Wind farms, he writes, will be a monument to an age when our leaders went collectively off their heads. This is after the CBI warned that the government must abandon its crazy fixation with wind energy as a way of plugging the looming energy gap.
There is nothing new in the piece, nothing Booker and I both have not written a hundred times before, all on the back of warnings that electricity bills are set to rise exponentially to meet the costs of this insanity. There again, nothing new.
John Sauven in The Guardian, however, attacks the CBI, prattling on about how the "renewables sector", against the backdrop of the worldwide economic downturn, "is one of the few success stories," It is "creating millions of new green jobs, increasing countries' energy independence and reducing climate-changing emissions."
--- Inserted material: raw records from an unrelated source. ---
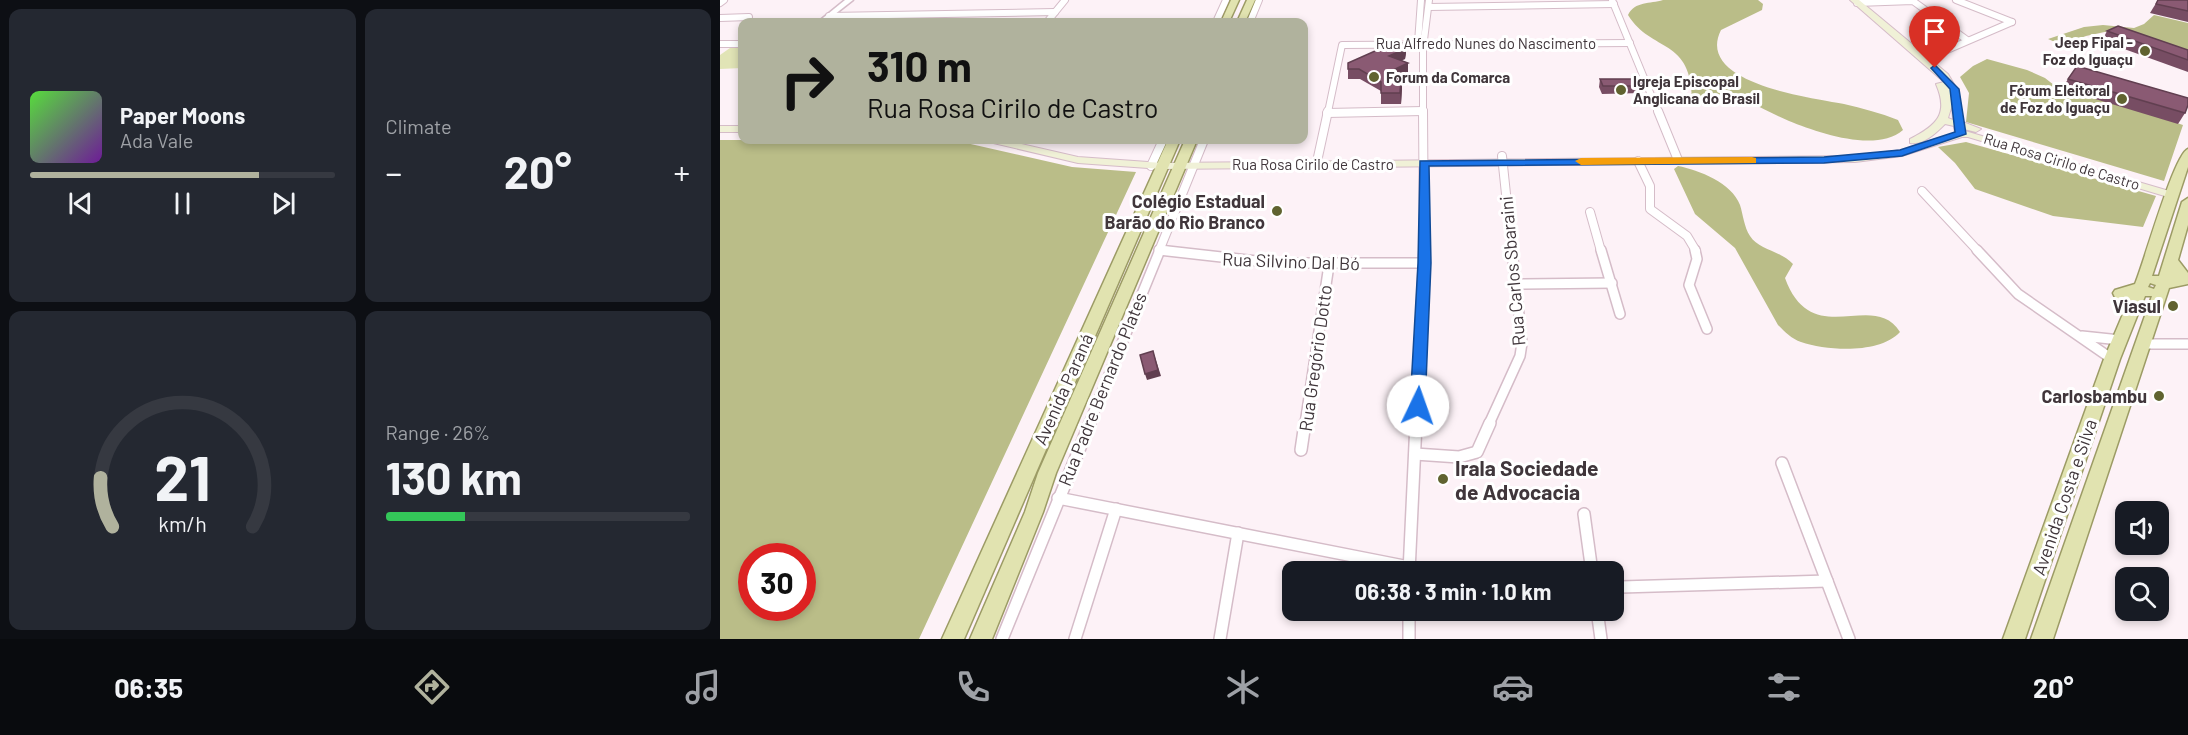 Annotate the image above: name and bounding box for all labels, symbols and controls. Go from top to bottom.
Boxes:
pin [1909,6,1960,68]
icon: arrive [1918,15,1951,48]
place label: Jeep Fipal - Foz do Iguaçu [2043,33,2133,68]
street label: Rua Alfredo Nunes do Nascimento [1376,34,1596,52]
text: 310 m [867,40,972,90]
icon: right [768,42,846,120]
marker: Jeep Fipal - Foz do Iguaçu [2138,44,2152,58]
place label: Forum da Comarca [1386,68,1510,86]
marker: Forum da Comarca [1367,70,1381,84]
place label: Igreja Episcopal Anglicana do Brasil [1633,72,1760,107]
place label: Fórum Eleitoral de Foz do Iguaçu [2000,81,2110,116]
marker: Igreja Episcopal Anglicana do Brasil [1614,83,1628,97]
text: Rua Rosa Cirilo de Castro [867,91,1159,123]
marker: Fórum Eleitoral de Foz do Iguaçu [2115,92,2129,106]
text: Paper Moons [120,102,245,128]
text: Climate [386,114,452,138]
text: Ada Vale [120,128,193,152]
street label: Rua Rosa Cirilo de Castro [1982,129,2142,193]
text: 20° [504,144,572,198]
text: − [386,152,402,192]
text: + [674,152,690,192]
street label: Rua Rosa Cirilo de Castro [1232,155,1394,173]
icon: previous [64,187,97,220]
icon: pause [166,187,199,220]
icon: next [267,187,300,220]
place label: Colégio Estadual Barão do Rio Branco [1105,190,1265,233]
street label: Rua Carlos Sbaraini [1494,195,1530,347]
marker: Colégio Estadual Barão do Rio Branco [1270,204,1284,218]
street label: Rua Silvino Dal Bó [1222,248,1360,274]
street label: Rua Gregório Dotto [1294,283,1336,433]
street label: Rua Padre Bernardo Plates [1053,289,1151,489]
place label: Viasul [2112,295,2161,317]
marker: Viasul [2166,299,2180,313]
street label: Avenida Paraná [1029,330,1097,448]
position arrow [1386,374,1450,438]
place label: Carlosbambu [2042,385,2147,407]
marker: Carlosbambu [2152,389,2166,403]
street label: Avenida Costa e Silva [2027,416,2101,578]
text: Range · 26% [386,420,490,444]
text: 21 [154,439,211,513]
text: 130 km [386,450,522,504]
place label: Irala Sociedade de Advocacia [1455,455,1599,504]
marker: Irala Sociedade de Advocacia [1436,472,1450,486]
map controls [2115,501,2169,621]
button: sound [2115,501,2169,555]
text: km/h [158,512,207,537]
speed limit sign: 30 [738,543,816,621]
button: search [2115,567,2169,621]
text: 06:38 · 3 min · 1.0 km [1355,578,1551,604]
icon: directions [411,666,453,708]
icon: music [682,666,724,708]
icon: phone [952,666,994,708]
icon: climate [1222,666,1264,708]
icon: car [1492,666,1534,708]
icon: filters [1763,666,1805,708]
text: 06:35 [114,671,183,703]
text: 20° [2033,671,2074,703] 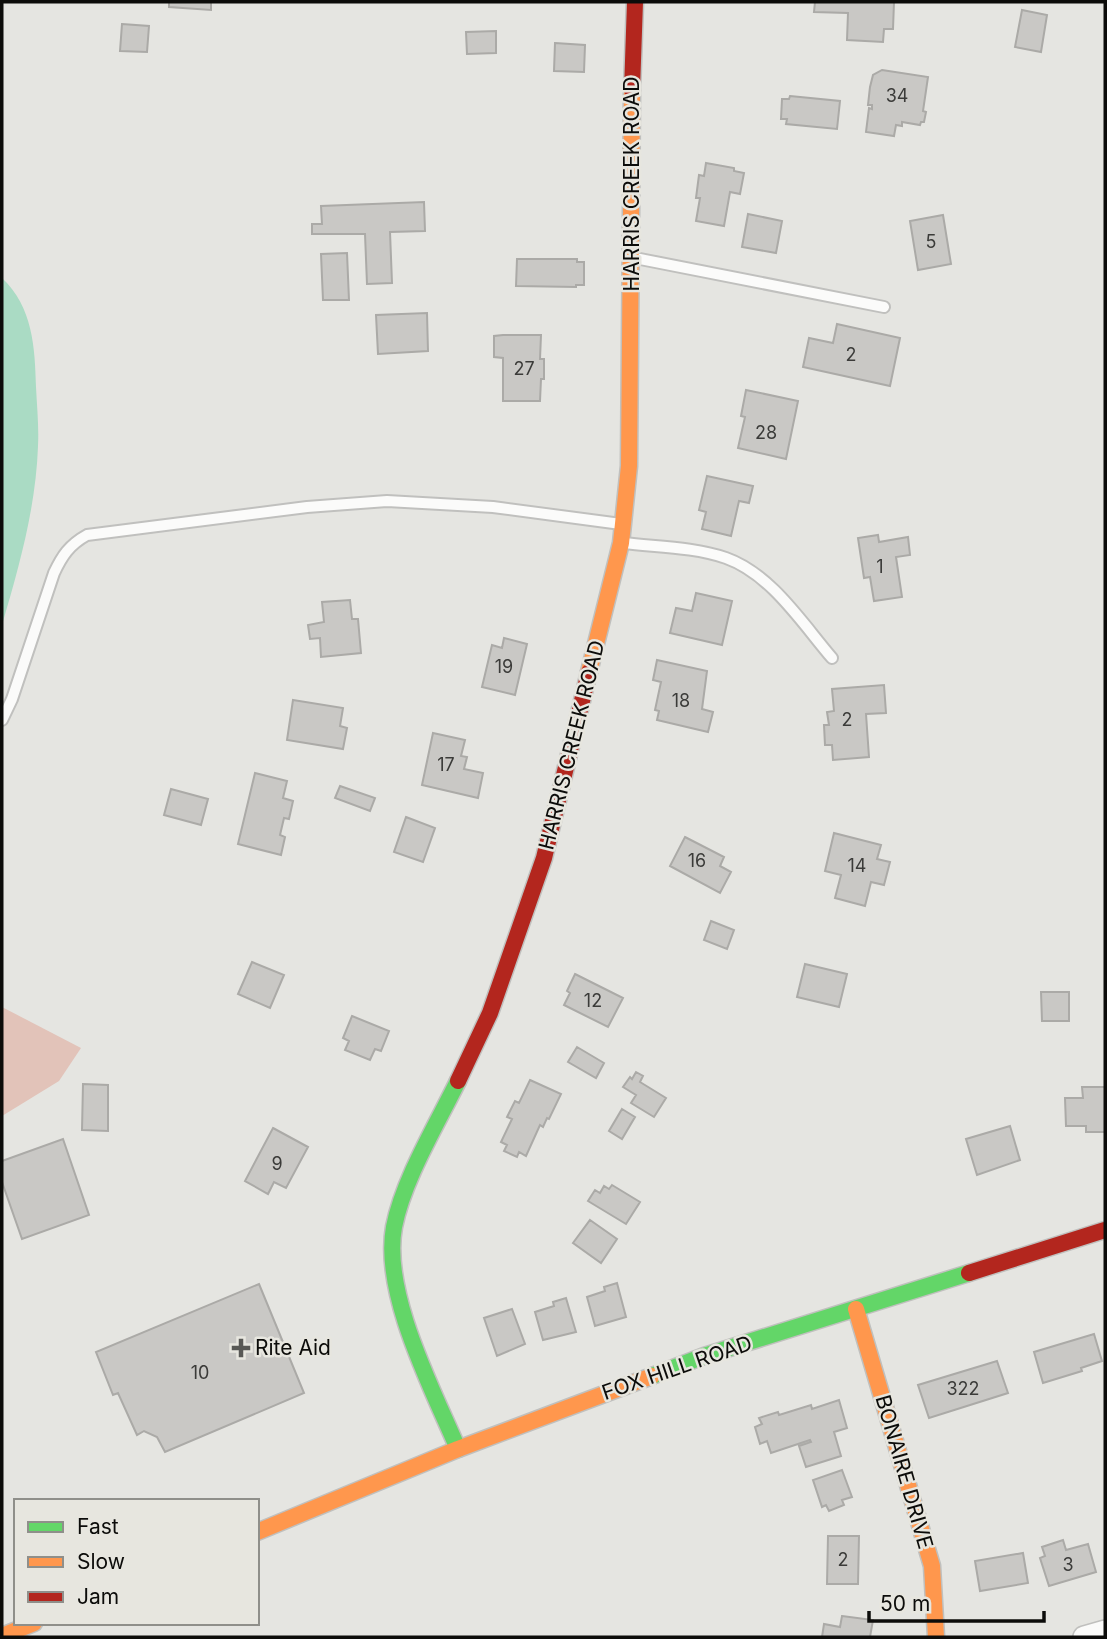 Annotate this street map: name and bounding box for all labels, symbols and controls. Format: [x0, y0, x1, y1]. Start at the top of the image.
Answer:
street label: HARRIS CREEK ROAD [619, 77, 644, 291]
house number: 34 [886, 85, 908, 106]
house number: 5 [926, 231, 936, 252]
house number: 2 [846, 344, 856, 365]
house number: 27 [513, 358, 535, 379]
house number: 28 [755, 422, 777, 443]
house number: 1 [876, 556, 884, 577]
street label: HARRIS CREEK ROAD [533, 638, 610, 852]
house number: 19 [495, 656, 513, 677]
house number: 18 [672, 690, 690, 711]
house number: 2 [842, 709, 852, 730]
house number: 17 [437, 754, 455, 775]
house number: 16 [688, 850, 706, 871]
house number: 14 [848, 855, 866, 876]
house number: 12 [584, 990, 602, 1011]
house number: 9 [271, 1153, 283, 1174]
street label: FOX HILL ROAD [598, 1330, 755, 1405]
place label: Rite Aid [255, 1335, 331, 1360]
marker: Rite Aid [233, 1340, 249, 1356]
house number: 10 [191, 1362, 209, 1383]
house number: 322 [946, 1378, 980, 1399]
street label: BONAIRE DRIVE [871, 1392, 938, 1552]
legend [14, 1499, 259, 1625]
text: Fast [77, 1514, 119, 1539]
text: Slow [77, 1549, 125, 1574]
house number: 2 [838, 1549, 848, 1570]
house number: 3 [1062, 1554, 1074, 1575]
scale bar [869, 1580, 1044, 1624]
text: Jam [77, 1584, 119, 1609]
text: 50 m [880, 1591, 930, 1616]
It is "scandalous", therefore, that the CBI should come out "attacking the prime minister and the climate change secretary Ed Miliband's commitment to boosting this industry in Britain just days before the launch of a fresh government initiative."
This is what passes for brains these days, and gets you printed in The Guardian - but the terrifying thing is that it is also the economic and political orthodoxy that drives government policy, fully supported by the two main opposition parties.
In the fullness of time, we will indeed come to see these windmills as a monument to a period of collective madness - as we now do the tower blocks that were the answer to the housing crisis - and Booker is right to tilt at the windmills. But, while the collective psyche is gripped by the madness, there is no moving it. It will have to play itself out in its own time, while we pay the bill, as our political masters indulge themselves in their fantasies.
And then we will shoot them.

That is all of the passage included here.